Ogni viaggio comincia con la giusta colonna sonora, il suo più adatto accompagnamento musicale. Nel caso del viaggio che ci ha portato al Mediolanum Forum di Assago (Milano) per assistere alla terza data del i/o tour di Peter Gabriel, la seconda italiana dopo quella dell’Arena di Verona di sabato 20 Maggio, la colonna sonora sono stati tre album del collettivo maliano Super Biton de Segou, del quale mi riservo di parlare esaustivamente in un prossimo intervento: mai scelta fu più adatta, considerando quanti elementi della musica africana lo stesso Gabriel abbia da sempre introdotto nella propria prassi compositiva, dai tempi dei primi lavori e fino ai grandi album degli anni ’80 (penso a So e Us, dei quali a suo tempo avevo scritto assai in profondità rispettivamente qui e qui, ma ovviamente l’influenza africana sui lavori dell’artista inglese non si esaurisce con essi). La strada che ci ha portati ai Super Biton de Segou è cominciata (per me) con un post pubblicato sui social qualche giorno fa da Paul Webb, ex bassista dei Talk Talk, che raccontava della propria passione per un disco registrato dal collettivo: lo specifico album citato da Webb non era purtroppo reperibile online, ma Spotify conserva comunque due-tre perle (assai mal indicizzate) del repertorio afro-jazz della band maliana, e la curiosità ha fatto il resto.
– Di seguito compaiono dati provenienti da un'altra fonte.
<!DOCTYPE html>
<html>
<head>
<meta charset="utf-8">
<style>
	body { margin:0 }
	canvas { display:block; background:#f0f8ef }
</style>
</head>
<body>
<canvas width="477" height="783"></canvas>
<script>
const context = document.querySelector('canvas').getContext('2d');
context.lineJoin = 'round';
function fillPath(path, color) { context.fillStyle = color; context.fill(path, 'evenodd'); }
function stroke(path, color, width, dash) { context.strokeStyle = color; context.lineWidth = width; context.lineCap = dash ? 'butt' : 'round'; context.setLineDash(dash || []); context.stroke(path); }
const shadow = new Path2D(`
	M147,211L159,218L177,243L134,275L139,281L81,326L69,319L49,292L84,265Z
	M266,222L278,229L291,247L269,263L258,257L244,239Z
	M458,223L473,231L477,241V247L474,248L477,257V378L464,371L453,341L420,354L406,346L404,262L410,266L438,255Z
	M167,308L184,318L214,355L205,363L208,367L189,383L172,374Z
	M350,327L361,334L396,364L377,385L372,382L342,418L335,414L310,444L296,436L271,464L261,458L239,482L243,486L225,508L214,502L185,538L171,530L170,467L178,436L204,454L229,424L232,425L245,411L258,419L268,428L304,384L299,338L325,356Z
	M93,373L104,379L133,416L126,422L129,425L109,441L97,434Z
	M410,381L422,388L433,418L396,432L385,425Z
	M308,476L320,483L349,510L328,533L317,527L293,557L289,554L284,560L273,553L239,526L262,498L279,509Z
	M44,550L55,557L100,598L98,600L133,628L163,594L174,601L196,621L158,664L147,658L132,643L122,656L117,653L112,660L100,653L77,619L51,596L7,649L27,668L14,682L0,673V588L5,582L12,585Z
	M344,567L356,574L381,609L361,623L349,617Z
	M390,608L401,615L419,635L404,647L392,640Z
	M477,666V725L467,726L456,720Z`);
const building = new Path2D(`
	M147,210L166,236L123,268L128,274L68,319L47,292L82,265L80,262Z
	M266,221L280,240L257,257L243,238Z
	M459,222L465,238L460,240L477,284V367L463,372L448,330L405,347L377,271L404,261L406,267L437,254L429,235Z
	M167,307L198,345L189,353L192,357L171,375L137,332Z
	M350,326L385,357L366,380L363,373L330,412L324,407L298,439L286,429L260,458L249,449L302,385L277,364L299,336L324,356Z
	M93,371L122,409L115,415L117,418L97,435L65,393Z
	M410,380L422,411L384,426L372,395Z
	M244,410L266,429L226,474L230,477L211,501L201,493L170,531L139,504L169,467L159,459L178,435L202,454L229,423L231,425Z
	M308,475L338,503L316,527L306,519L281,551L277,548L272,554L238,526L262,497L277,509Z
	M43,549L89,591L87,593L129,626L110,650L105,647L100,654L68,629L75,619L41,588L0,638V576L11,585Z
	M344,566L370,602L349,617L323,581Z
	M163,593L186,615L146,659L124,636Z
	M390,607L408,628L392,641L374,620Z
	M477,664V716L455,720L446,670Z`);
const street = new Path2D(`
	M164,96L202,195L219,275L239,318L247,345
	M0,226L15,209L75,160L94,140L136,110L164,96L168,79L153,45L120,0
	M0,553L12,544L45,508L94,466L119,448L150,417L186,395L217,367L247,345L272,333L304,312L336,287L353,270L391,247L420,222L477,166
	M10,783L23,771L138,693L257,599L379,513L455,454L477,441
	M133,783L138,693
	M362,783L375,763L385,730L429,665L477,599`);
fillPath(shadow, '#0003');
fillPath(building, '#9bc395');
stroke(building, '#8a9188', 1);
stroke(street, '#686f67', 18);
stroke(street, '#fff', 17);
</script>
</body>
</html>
Vi assicuro che percorrere la pianura padana accompagnati dai ritmi serrati e sghembi imbastiti dalle percussioni, scavate dai graffianti interventi quasi “psichedelici” delle chitarre elettriche, crea una sensazione di sospensione vicina alla trance: e soprattutto diffonde una profonda ondata di gioia musicale, il senso di uno sperimentalismo sonoro spericolato e fecondo, e una freschezza che dopo è difficile ritrovare con la stessa intensità finanche nella musica occidentale che più scopertamente a questi ritmi e a questi stilemi si ispira.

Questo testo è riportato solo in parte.